Asian countries are among the most at risk to climate-related disasters. From 1970 to 2014, more than 2 million people died from natural disasters in Asia and the Pacific (UN ESCAP, 2015). About 6 billion people in the region were affected by disasters over the same period with floods and drought affecting the highest number of people. At the same time, economic losses increased by almost 15 times since 1970 while the region’s GDP only grew 5 times with more than US$1.15 trillion lost during this period.
Monsoon Asia is affected by a range of natural disasters, most of which are exacerbated by climate change. In the dryland regions, drought and other climate extremes such as zud have impacts on both natural ecosystems and societies. The economic impacts on local communities can be devastating. In mountains areas, natural hazards include GLOFs, landslides and related debris flows. Cyclones impact on the extensive coastal areas of monsoon Asia. Flooding is a common problem across the region, but it is an increasing hazard in urban areas where the natural land surface is changing significantly.

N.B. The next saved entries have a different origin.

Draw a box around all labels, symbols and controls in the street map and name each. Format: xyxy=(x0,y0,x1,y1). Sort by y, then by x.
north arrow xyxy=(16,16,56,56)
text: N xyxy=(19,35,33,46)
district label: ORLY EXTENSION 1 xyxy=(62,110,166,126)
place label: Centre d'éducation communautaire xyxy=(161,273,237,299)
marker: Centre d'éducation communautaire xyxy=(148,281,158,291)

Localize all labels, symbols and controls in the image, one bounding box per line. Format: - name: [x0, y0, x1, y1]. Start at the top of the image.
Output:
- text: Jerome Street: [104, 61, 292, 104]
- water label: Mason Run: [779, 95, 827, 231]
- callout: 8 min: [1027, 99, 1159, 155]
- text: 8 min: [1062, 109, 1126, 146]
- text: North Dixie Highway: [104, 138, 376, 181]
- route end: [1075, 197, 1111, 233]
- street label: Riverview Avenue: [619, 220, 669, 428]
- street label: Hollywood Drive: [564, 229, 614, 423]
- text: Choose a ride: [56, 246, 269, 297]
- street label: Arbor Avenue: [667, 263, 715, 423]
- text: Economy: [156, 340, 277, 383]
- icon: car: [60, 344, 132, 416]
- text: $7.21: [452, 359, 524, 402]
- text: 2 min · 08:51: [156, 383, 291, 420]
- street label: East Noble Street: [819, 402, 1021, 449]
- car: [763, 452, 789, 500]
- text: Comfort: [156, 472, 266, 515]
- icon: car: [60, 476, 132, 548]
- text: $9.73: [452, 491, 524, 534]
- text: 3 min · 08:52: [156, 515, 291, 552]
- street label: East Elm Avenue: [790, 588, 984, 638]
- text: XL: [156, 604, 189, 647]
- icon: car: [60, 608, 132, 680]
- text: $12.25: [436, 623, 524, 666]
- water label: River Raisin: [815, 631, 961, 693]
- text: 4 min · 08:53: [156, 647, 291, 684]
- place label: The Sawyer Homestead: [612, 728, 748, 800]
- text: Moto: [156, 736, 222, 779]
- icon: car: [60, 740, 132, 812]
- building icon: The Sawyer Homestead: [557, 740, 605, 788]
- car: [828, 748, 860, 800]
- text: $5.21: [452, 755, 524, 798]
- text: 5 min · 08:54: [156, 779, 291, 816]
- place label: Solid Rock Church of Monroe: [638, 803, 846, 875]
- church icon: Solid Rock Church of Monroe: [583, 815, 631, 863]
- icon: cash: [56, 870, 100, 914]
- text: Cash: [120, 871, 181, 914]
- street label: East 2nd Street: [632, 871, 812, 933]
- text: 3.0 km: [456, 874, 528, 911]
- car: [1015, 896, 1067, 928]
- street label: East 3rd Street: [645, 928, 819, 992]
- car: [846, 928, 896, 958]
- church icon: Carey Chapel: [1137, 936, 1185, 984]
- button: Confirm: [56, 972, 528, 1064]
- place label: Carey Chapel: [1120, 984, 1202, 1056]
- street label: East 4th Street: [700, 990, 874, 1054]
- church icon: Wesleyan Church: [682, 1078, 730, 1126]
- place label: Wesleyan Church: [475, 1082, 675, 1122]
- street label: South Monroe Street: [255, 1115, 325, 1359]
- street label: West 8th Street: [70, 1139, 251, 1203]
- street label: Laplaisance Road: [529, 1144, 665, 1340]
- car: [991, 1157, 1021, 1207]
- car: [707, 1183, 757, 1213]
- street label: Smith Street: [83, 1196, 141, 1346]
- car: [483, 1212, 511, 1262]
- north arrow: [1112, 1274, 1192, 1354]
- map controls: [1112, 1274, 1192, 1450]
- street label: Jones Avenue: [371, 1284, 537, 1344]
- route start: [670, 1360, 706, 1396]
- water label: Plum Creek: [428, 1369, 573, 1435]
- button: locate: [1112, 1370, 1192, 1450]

Research on mechanisms of natural disasters, on the impacts of disasters on natural and societal systems, and on responses to mitigate and adapt to disasters is relevant across monsoon Asia, where there is potential for cooperative activities across a wide range of stakeholders. The application of research to practical outcomes needs to take into account the different perceptions of natural disasters in different communities.